Records from a data collection
>>>
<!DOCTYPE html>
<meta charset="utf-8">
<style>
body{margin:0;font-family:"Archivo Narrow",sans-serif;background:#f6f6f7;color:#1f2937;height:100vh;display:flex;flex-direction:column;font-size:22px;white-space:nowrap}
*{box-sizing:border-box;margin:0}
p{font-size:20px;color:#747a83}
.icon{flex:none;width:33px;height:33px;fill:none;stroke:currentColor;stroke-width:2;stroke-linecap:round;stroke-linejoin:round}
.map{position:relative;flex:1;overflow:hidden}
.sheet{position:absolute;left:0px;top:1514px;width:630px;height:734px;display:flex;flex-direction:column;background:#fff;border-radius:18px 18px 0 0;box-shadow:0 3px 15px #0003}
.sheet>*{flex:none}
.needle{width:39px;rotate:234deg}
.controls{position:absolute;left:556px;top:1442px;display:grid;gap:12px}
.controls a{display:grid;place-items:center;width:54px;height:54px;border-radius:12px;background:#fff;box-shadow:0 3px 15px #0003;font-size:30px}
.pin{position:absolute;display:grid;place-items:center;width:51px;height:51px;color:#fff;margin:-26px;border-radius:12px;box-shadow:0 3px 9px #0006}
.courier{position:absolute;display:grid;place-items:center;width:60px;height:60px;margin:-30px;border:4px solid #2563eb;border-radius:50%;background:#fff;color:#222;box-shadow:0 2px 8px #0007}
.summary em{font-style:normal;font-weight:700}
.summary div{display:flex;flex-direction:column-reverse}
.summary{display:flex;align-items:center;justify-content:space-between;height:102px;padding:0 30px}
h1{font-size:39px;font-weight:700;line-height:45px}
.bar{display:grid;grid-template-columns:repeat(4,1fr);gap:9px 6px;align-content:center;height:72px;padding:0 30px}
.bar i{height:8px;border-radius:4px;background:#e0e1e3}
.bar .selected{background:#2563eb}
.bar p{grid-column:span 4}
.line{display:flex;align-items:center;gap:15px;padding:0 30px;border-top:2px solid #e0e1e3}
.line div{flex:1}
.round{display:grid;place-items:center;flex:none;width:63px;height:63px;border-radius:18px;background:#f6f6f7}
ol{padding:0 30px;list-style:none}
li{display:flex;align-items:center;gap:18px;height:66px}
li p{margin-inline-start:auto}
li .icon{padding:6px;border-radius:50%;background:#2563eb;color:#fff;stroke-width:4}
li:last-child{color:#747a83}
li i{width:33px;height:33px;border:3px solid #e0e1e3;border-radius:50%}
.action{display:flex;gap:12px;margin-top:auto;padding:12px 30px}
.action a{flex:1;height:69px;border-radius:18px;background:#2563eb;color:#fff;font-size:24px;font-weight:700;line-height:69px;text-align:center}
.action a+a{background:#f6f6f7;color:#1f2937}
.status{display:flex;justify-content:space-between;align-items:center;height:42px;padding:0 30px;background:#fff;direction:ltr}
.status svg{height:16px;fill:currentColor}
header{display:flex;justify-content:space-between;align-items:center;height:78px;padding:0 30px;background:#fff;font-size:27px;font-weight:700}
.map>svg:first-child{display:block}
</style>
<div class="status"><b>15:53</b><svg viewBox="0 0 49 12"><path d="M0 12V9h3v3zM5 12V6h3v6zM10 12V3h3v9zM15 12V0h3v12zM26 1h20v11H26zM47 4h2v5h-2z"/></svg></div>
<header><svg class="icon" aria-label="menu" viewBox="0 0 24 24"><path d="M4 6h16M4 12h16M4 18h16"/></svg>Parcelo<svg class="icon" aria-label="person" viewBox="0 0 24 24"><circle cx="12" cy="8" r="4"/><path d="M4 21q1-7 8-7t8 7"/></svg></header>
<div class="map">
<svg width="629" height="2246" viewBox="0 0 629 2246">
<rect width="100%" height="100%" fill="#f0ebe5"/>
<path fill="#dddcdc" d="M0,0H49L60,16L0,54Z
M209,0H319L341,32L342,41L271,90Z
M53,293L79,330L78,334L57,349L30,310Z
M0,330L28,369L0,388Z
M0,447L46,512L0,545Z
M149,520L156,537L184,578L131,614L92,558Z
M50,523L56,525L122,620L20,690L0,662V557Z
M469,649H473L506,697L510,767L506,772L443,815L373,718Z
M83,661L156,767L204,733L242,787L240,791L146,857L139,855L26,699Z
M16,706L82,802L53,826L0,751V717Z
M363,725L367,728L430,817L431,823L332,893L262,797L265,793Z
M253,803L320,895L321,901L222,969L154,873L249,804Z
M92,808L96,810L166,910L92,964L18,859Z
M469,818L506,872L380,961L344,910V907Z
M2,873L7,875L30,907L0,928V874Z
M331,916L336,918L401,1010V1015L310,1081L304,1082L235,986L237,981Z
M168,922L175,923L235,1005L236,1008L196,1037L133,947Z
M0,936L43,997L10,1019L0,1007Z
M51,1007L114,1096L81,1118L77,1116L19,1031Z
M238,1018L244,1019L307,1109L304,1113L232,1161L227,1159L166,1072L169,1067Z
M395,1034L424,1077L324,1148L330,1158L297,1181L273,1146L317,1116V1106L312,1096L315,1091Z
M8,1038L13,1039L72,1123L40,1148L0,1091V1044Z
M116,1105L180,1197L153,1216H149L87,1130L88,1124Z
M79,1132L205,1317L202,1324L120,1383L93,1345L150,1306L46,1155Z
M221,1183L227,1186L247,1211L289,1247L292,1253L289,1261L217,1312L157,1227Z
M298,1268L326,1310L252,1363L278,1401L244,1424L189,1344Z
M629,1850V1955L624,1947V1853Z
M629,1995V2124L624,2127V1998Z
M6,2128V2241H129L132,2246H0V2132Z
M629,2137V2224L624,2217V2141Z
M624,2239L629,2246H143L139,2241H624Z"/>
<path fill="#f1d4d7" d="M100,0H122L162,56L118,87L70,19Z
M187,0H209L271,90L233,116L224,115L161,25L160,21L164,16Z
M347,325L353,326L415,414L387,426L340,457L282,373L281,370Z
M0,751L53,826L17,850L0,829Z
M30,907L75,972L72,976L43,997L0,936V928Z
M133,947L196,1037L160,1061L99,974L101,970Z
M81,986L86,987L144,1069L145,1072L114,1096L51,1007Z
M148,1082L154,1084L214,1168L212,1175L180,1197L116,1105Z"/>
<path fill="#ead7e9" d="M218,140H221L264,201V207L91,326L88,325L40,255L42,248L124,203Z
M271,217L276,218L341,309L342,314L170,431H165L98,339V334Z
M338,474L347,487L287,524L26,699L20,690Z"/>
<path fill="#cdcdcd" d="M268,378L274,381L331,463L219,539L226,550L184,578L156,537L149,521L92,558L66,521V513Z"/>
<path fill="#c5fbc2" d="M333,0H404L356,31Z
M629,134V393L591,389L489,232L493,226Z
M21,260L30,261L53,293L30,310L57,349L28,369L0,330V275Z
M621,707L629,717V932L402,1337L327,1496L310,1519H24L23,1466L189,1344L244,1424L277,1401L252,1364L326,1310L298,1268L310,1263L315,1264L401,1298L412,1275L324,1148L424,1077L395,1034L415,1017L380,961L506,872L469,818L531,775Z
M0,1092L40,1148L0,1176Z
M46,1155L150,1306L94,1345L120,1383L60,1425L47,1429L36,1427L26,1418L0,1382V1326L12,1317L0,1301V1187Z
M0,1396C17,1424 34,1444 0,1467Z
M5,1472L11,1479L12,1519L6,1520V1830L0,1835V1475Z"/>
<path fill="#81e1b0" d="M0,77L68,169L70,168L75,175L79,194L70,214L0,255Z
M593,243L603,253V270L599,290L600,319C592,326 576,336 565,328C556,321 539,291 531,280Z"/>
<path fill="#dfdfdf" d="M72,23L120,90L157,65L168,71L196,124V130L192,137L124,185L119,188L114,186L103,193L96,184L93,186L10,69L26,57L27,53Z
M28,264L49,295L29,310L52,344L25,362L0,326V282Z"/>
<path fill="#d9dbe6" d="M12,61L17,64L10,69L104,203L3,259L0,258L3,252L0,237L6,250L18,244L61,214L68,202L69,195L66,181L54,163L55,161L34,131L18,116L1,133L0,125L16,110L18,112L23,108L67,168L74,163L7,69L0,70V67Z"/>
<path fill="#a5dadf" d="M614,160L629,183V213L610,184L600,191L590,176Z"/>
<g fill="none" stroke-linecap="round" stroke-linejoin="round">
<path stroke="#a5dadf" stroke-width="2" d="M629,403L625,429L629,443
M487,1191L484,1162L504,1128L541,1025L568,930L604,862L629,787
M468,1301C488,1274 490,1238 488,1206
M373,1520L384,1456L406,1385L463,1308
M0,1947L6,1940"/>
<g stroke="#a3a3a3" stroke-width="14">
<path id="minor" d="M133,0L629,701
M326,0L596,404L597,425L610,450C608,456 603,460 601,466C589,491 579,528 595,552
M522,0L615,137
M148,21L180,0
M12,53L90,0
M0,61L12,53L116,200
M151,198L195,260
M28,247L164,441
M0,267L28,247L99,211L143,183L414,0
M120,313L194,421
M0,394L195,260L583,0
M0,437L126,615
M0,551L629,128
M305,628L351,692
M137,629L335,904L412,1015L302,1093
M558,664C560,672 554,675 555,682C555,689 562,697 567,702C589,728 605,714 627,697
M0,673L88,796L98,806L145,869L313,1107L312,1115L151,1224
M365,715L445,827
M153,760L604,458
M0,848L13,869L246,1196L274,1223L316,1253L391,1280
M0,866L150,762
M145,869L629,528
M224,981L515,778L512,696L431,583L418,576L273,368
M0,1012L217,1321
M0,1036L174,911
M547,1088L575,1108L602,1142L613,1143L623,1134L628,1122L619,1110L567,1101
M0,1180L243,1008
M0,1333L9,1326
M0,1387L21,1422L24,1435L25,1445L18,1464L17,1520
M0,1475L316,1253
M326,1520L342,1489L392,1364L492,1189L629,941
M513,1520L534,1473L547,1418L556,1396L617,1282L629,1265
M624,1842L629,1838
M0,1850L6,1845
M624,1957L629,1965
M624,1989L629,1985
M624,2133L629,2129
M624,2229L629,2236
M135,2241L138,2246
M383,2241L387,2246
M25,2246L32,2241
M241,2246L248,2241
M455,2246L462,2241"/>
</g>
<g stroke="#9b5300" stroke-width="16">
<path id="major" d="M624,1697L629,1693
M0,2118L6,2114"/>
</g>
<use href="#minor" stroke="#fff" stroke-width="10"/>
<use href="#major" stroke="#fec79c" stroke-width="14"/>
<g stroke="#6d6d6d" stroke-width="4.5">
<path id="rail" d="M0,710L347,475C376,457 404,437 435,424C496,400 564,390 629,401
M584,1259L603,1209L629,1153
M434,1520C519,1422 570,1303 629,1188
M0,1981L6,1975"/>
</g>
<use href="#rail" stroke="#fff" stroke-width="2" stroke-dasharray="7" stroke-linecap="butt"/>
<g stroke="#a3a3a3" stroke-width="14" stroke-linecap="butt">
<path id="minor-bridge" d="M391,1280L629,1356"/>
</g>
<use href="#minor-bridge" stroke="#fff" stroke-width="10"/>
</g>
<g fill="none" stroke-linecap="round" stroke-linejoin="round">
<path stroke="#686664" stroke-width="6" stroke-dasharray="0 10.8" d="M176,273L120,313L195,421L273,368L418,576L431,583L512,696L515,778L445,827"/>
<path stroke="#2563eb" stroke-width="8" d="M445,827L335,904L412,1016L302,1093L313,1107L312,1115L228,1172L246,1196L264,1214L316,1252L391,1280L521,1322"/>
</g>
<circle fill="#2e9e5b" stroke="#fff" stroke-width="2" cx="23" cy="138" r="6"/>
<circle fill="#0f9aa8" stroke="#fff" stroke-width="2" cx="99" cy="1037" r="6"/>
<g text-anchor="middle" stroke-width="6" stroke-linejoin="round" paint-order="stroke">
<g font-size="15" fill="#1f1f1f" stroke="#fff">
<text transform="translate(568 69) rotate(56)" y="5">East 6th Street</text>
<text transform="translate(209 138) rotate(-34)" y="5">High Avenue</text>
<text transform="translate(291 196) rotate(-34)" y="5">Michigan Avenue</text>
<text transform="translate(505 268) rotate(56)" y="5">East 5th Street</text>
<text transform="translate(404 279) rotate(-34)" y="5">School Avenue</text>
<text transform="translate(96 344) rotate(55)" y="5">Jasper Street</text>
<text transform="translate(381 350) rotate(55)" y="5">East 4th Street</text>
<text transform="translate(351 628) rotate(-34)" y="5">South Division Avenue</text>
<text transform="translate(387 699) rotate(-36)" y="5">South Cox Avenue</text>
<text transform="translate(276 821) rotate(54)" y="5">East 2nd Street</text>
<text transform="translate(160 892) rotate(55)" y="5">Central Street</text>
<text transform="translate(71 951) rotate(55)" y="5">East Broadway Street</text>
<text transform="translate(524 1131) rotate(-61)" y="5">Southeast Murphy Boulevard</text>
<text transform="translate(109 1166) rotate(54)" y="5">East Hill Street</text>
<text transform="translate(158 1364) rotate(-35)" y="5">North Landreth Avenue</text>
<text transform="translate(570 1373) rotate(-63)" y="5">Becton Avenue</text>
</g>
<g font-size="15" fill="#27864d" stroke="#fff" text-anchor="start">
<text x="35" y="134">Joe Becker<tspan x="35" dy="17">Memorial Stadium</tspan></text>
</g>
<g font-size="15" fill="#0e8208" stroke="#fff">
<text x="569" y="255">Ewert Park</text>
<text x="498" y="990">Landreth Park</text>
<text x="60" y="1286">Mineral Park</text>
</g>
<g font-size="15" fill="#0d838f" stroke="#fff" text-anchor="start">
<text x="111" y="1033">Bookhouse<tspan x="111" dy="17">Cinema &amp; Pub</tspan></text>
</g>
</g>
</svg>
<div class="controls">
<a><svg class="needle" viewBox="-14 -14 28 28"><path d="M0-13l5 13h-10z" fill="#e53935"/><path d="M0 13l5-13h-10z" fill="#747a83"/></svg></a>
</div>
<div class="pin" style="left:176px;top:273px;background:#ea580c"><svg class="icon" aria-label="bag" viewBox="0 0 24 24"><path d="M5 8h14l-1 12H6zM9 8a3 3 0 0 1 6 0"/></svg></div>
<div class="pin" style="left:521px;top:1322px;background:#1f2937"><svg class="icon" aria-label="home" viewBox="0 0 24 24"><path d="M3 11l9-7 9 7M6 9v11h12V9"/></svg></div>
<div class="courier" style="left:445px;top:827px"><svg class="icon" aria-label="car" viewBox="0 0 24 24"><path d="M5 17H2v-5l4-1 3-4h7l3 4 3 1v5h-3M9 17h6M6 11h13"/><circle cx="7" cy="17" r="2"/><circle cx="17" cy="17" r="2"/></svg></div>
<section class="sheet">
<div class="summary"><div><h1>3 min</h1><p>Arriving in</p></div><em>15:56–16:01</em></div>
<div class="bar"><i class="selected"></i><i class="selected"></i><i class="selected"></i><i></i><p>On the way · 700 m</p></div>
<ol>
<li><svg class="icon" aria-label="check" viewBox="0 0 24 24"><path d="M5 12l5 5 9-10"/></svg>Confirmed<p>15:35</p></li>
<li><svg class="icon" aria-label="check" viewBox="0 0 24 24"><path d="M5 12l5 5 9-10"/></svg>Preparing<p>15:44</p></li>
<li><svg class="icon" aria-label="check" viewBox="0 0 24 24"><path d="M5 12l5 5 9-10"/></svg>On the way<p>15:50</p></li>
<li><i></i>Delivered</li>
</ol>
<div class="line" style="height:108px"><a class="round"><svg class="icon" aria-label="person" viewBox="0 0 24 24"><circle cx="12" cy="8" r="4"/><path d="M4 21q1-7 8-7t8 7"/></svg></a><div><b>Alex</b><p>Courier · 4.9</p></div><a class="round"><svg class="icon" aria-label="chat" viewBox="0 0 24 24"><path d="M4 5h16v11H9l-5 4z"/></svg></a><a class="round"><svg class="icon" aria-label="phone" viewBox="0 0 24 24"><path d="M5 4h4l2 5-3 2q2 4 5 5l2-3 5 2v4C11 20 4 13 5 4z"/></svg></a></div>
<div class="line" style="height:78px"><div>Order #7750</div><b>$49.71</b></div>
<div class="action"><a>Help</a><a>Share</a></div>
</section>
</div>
<<<
◆ WHAT YOU NEED TO DO
Your answer must be a single number: the count of lines in the data that contain the string "controls".

◆ WRITTEN ANSWER
3